January 18, 2020

Alan Dershowitz appeared on Ari Melber's show, The Beat, last night, to outline his strategy for defending Donald Jenius Trump against impeachment charges in the Senate trial. Immediately after Dersh's appearance, Melber turned to former federal prosecutor, Maya Wiley for her impressions. They were...unfavorable.

MELBER: Maya, what did you think of the professor's remarks?

WILEY: I thought they were incredible. And what I mean by that is that there are a large number of Constitutional scholars. We heard three of them testify before the House Judiciary Committee, who said, abuse of power is absolutely something that a president can be impeached for. And by the way, the fourth Constitutional scholar, who was called by the Republicans, John Turley, also conceded that had a president could be impeached for abuse of power. His argument was that there was insufficient evidence, which is a different argument from Alan Dershowitz's.

MELBER: And yet, Professor Dershowitz is surfacing something that we know for a fact that it will come up at this high stakes trial, which is there was a debate over whether to include bribery, viewers of this show know we discussed that, reported on it, and they went with abuse of power. He says that there is absolutely no way to support abuse of power. As you mentioned, there is, and there is a text on that. But, is it interesting to you, given his real experience in court rooms, that he is seizing on that and he wants to make this a high sort of constitutional, textual debate about, maybe you picked the wrong thing. Maybe it's not even a high crime.

WILEY: As a strategy I think it can help serve the argument that these aren't impeachable offenses that's the it turns to being an evidentiary standard. Which I would find ironic because we have an obstruction. I found that argument implausible. That a president can assert executive privilege over every single shred of everything in government. And then somehow not be obstructing Congress, when that's not even the way the privilege functions.

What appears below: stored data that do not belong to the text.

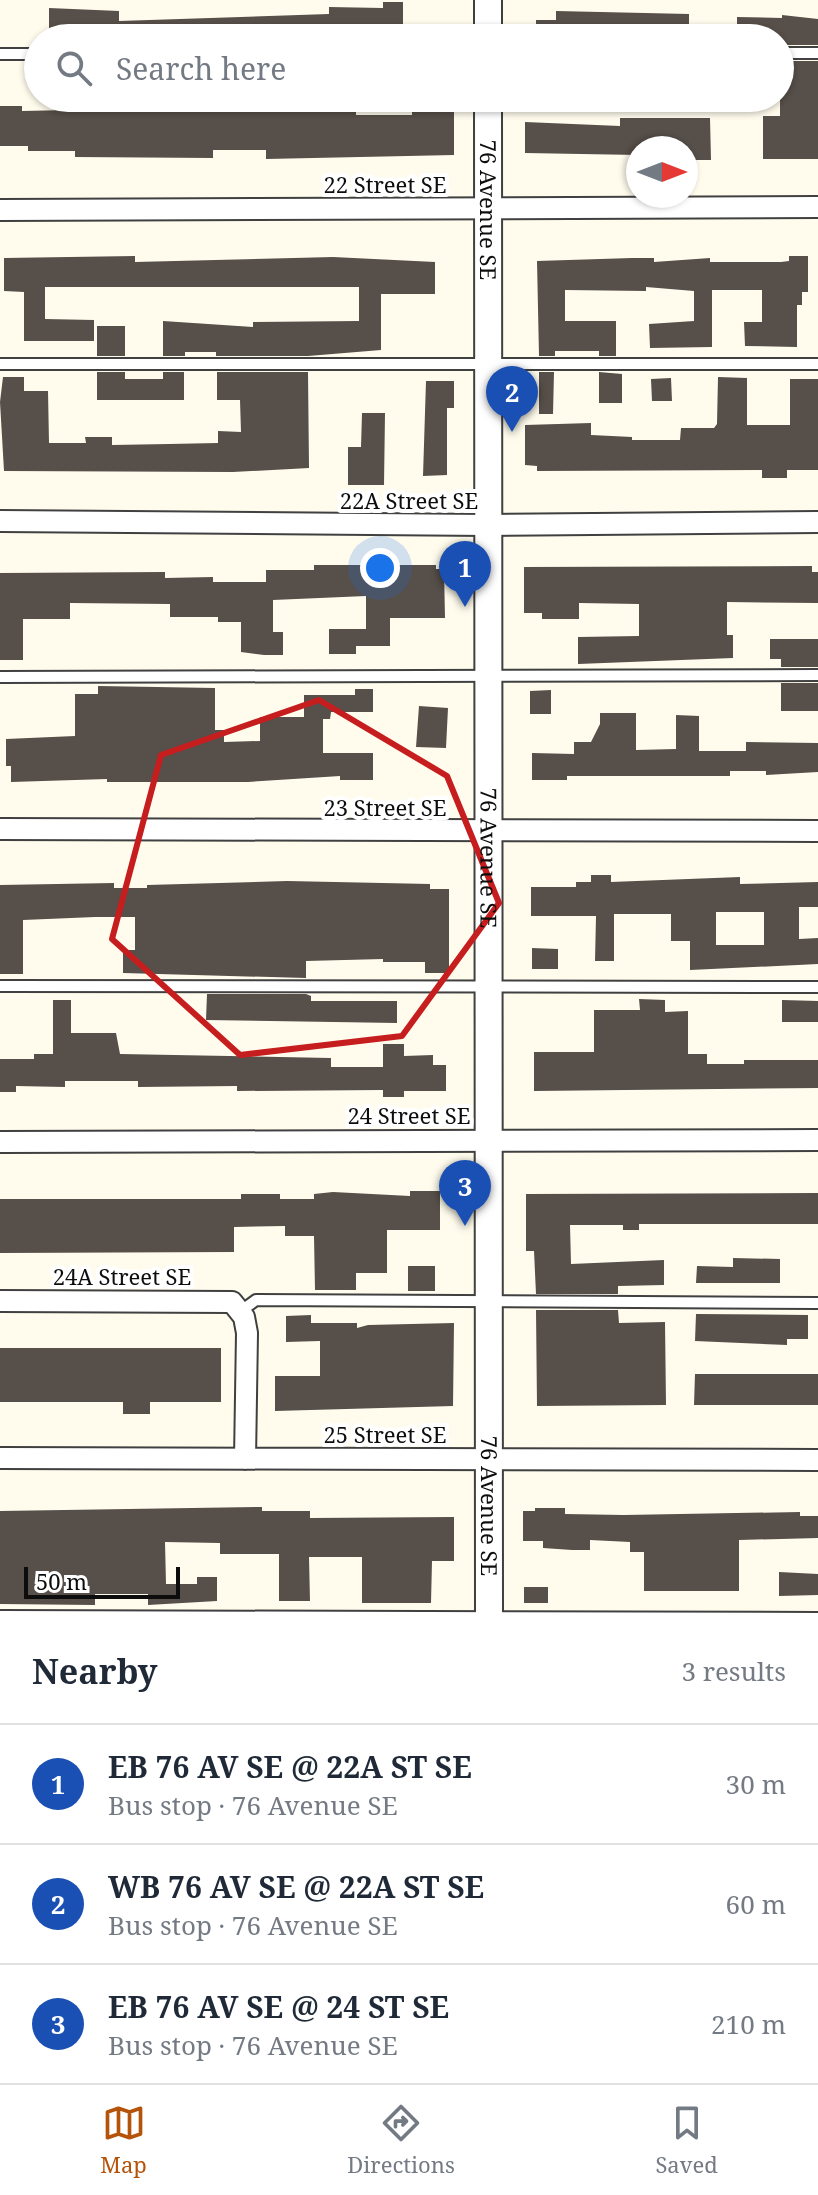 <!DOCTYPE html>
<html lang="en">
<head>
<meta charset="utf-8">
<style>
  :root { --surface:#fff; --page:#f6f6f7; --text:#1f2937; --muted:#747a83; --line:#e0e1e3; --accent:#b45309 }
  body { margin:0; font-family:"Noto Serif",serif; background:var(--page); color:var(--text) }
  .compass { position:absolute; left:626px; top:136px; width:72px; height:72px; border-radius:50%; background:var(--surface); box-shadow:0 2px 6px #0004; rotate:90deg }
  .scale { position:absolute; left:24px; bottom:20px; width:156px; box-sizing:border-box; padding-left:8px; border:4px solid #0d0d0d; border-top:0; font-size:22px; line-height:28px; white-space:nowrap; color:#0d0d0d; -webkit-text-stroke:6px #fff; paint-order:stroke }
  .you { position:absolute; left:380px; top:568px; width:28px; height:28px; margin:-20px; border:6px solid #fff; border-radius:50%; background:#1a73e8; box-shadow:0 0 0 12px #1a73e833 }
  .badge { display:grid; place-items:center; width:52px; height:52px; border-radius:50%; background:var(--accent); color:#fff; font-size:26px; font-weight:700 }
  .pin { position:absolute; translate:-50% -66px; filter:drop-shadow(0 2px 4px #0008) }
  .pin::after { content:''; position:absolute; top:42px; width:28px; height:24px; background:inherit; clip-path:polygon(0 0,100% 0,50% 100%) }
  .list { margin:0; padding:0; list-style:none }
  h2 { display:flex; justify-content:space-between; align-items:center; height:104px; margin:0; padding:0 32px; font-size:34px }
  h2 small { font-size:26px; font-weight:400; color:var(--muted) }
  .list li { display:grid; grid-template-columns:52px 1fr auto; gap:24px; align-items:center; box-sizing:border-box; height:120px; padding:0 32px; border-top:2px solid var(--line) }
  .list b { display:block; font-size:30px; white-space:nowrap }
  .list p { margin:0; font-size:26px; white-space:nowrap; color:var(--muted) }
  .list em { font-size:26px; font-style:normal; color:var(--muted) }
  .icon { flex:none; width:44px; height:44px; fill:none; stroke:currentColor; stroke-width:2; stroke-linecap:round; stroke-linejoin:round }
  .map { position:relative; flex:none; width:818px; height:1619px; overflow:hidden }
  .search { position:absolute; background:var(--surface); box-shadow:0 2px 6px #0004; left:24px; right:24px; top:24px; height:88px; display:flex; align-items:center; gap:20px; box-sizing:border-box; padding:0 28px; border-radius:44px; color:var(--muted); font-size:30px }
  .sheet { height:464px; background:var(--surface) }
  nav { display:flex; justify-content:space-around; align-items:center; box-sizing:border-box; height:112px; border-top:2px solid var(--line); background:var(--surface); font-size:22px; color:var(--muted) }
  nav a { display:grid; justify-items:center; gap:4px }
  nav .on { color:var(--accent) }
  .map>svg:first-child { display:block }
  .building { fill:#574f49; fill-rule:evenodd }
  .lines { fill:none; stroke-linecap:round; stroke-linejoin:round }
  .service-casing { stroke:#404040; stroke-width:14 }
  .minor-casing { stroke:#404040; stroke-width:24 }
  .tertiary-casing { stroke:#404040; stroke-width:30 }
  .service { stroke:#fff; stroke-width:10 }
  .minor { stroke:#fff; stroke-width:20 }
  .tertiary { stroke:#fff; stroke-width:26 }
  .marked { fill:none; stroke:#c61d1f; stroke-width:6; stroke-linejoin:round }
  .labels { text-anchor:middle; stroke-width:8; stroke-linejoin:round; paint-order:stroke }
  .street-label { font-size:22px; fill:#0d0d0d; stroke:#fff }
</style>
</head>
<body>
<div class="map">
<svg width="818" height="1619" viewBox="0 0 818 1619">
  <rect width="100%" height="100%" fill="#fffcee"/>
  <!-- building -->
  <path class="building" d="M383,2H403V37L310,34V37L91,38V32H49V8L119,11V21L329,14V7L383,8Z
    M556,11L689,14V38H536V20H556Z
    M782,15L818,19V45H780V38H737V17L782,18Z
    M780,61H818V159H763V116H780Z
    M0,106H22V111L214,107V111L356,110V115H412V106H454V155L266,159V150H213V158L75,157V151H28V146H0Z
    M620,118H710L711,160H688L686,148H638V155L525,153V122L620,126Z
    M135,256V262L333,257L435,262V294H381V350L308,356H216V352H185V356H163V321L253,327V322L359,321V287H45V319L94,320V341H24V292L4,291V258Z
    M789,256H808V292H802V305H797V347L745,346L744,322H762V290H712V347L650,348L649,324L694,321V291L646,287V291L565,290V321H616V356H599V351H555V356H539L537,261L632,258H654V262L710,258V262H781L789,261Z
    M97,326H125V356H97Z
    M97,372H125V379H163V372H184V400H97Z
    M217,372H308L309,468L233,472L4,471L0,402L3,377H24V391H48L49,443H86L85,437H112V445L169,444L218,443V431L241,432L240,400H217Z
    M539,372H554L553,414H539Z
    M599,372L622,374V403H599Z
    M718,377L747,378V425H790V379H818V470H787V478H762V470L537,471V466L525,465V425L591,423V435L632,437V440H680L681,428H714L717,424Z
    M671,378L672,401H652L651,379Z
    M426,381H454V408H447V475L423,476Z
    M362,413H385L384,485H348V447H361Z
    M314,565H436V569H444L445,618H390V646H356V654H329V629H366V596L273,600V632H283V655H264L241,652V622H218V617H170V604L70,603V619H23V660H0V573L165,572V578L213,577V582H266V570H314Z
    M812,566V572H818V603L727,602V635H733V658L578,664V637L639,636V604L579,603V619H542V613H524V567Z
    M770,639H818V667H781V659H770Z
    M781,683H818V711H781Z
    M98,686L215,688V730H224V742L260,741V717H304V695H355V689H373V712H331L330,719H323V753H373V780H340V776L248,782H107V779L11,782V766H6V739L75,736V694H98Z
    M551,690V714H530V691Z
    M419,706L448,708L446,748L416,747Z
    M600,713H636V750L676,749V715L699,716V751H746V742L818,743V772L766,775V771H730V776H567V780H532V753L574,754V742H591L600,724Z
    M591,875H611V882L740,877V884L818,882V907H799V939L818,938V964L690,970V941H671V914H614V961H595L596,916H531V887H576V882H591ZM716,912H764V945H716Z
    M287,881L430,884V889H449V973H425V962H383V959L306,961V978L123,973V950H135V917H95L23,920V974H0V885L114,883V888H147V885Z
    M532,948L558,949V969H532Z
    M207,994H306L311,996V1001H397V1023L206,1020Z
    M639,999L665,1000V1012L688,1011V1054H707V1064H744V1060H818V1088L534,1091V1052H594V1010H640Z
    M53,1000H71V1033H116L120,1054L331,1058V1067H383V1044H404V1056L433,1055V1065H446V1091H404V1097H383V1090L237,1091V1086L138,1087V1081H65V1087L16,1086V1092H0V1059H34V1054H53Z
    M782,1000L818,1001V1022H782Z
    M410,1191H440V1230H387V1273H356V1290H315L314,1236H285V1226L234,1227V1252L0,1253V1199H241V1194H280V1199H314V1194L333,1192L410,1196Z
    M818,1193V1224H639V1230H623V1225H570L571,1264L664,1260V1285L618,1286V1294H536L534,1251H526V1194Z
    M733,1258L780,1259V1283H696L697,1266L733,1267Z
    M408,1266H435V1291H408Z
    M536,1310H618L619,1323L665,1322L666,1405L537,1406Z
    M696,1314L808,1315V1339H787V1345L695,1341Z
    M311,1315V1323H357V1328L368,1325L454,1323L453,1406L275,1411V1376H320V1341L286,1342V1316Z
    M0,1348H221V1402H150V1414H123V1402H0Z
    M695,1374H818V1405H694Z
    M262,1507V1511H310V1518L454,1517V1561H432L431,1603H362V1557H309L310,1601H279V1554H220V1543L165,1542L166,1584H197V1577H217V1601L148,1605V1594H95V1605L0,1604V1511Z
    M535,1508H565V1514L624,1515L800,1512V1516H818V1538L739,1540V1591H644V1552H630V1542L590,1540V1550H572L543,1548V1541H523V1511H535Z
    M779,1572L818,1574V1595L779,1596Z
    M524,1587H548V1603H524Z"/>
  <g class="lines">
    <defs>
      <path id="service" d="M780,53H818
        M0,54H38
        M0,364H818
        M0,677L818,675
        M0,986L818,987
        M241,1311L256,1300L818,1303
        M0,1616L818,1618"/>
      <path id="minor" d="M0,210L818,207
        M0,521L487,525L818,522
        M0,829L818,831
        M0,1142L818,1140
        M0,1301L232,1302L244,1317L247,1333L245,1459
        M0,1458L818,1460"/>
      <g id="tertiary">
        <path d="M488,38V0"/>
        <path id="s1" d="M488,98L489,1619"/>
      </g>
    </defs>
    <!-- service casing -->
    <use href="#service" class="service-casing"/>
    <!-- minor casing -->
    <use href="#minor" class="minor-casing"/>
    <!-- tertiary casing -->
    <use href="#tertiary" class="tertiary-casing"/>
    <!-- service -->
    <use href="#service" class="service"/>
    <!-- minor -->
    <use href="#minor" class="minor"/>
    <!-- tertiary -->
    <use href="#tertiary" class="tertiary"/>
  </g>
  <!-- marked area -->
  <path class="marked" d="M319,700L447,776L499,903L402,1036L240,1055L112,939L161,755Z"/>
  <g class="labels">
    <!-- street labels -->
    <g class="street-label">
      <text x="385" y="193">22 Street SE</text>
      <text dy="8" stroke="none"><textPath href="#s1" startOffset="112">76 Avenue SE</textPath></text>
      <text x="409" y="509">22A Street SE</text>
      <text x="385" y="816">23 Street SE</text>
      <text dy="8" stroke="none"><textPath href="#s1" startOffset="760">76 Avenue SE</textPath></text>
      <text x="409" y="1124">24 Street SE</text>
      <text x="122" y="1285">24A Street SE</text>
      <text x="385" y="1443">25 Street SE</text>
      <text dy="8" stroke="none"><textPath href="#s1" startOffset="1408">76 Avenue SE</textPath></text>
    </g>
  </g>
</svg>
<svg class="compass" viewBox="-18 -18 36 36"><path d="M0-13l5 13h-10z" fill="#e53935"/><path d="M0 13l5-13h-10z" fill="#747a83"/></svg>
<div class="scale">50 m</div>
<div class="you"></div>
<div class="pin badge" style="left:465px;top:607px;background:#1a4fb4">1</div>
<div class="pin badge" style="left:512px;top:432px;background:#1a4fb4">2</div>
<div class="pin badge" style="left:465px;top:1226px;background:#1a4fb4">3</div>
<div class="search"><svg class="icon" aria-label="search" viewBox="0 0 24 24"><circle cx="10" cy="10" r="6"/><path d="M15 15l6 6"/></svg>Search here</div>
</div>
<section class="sheet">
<h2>Nearby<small>3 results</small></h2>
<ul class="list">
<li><span class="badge" style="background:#1a4fb4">1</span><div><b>EB 76 AV SE @ 22A ST SE</b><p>Bus stop · 76 Avenue SE</p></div><em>30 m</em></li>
<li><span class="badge" style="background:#1a4fb4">2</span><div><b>WB 76 AV SE @ 22A ST SE</b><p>Bus stop · 76 Avenue SE</p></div><em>60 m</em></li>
<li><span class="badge" style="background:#1a4fb4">3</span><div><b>EB 76 AV SE @ 24 ST SE</b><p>Bus stop · 76 Avenue SE</p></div><em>210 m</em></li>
</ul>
</section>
<nav>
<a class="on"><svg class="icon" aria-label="map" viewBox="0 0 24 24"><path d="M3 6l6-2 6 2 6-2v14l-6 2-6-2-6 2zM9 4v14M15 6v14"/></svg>Map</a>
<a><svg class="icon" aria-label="directions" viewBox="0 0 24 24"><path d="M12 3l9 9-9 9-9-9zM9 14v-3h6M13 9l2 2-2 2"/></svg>Directions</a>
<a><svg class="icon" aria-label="saved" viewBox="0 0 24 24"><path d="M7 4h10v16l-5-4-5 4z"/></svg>Saved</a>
</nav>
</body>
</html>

MELBER: And then briefly, before I turn to drew, I'm curious, because we've been through so many stories together, Maya, what did you think Professor Dershowitz who I know does things for a reason and has a strategy. What is his interest and emphasis on trying distinguish his role? We got into, finally concede, he'll be going out on that floor as Trump lawyer. There are no people allowed, there's no guests, no plus ones at the Senate trial. What is he getting out there, and trying to say he's different than other lawyers, somehow.

WILEY: I think it is two things. One, there is some liability to having an Alan Dershowitz as your defense attorney. because he's been implicated, not in the sense of being charged. just want to be clear I'm not saying there's sufficient facts. But Alan Dershowitz is implicated in some relationship with Jeffrey Epstein.

MELBER: Which is a big controversy for the administration.

WILEY: Not a good look of but it's also, one last point quickly, it is also that it enables him to be seen as an independent analyzer of the Constitution.

MELBER: Which is an argument he will be making, when in fact he'll be a zealous advocate.

Basically, there is not one Constitutional scholar or legal mind worth their salt willing to assert that abuse of power is not impeachable. Here we have Alan Dershowitz, though, pledging to pursue that very strategy. And Maya Wiley finds that, well, incredible.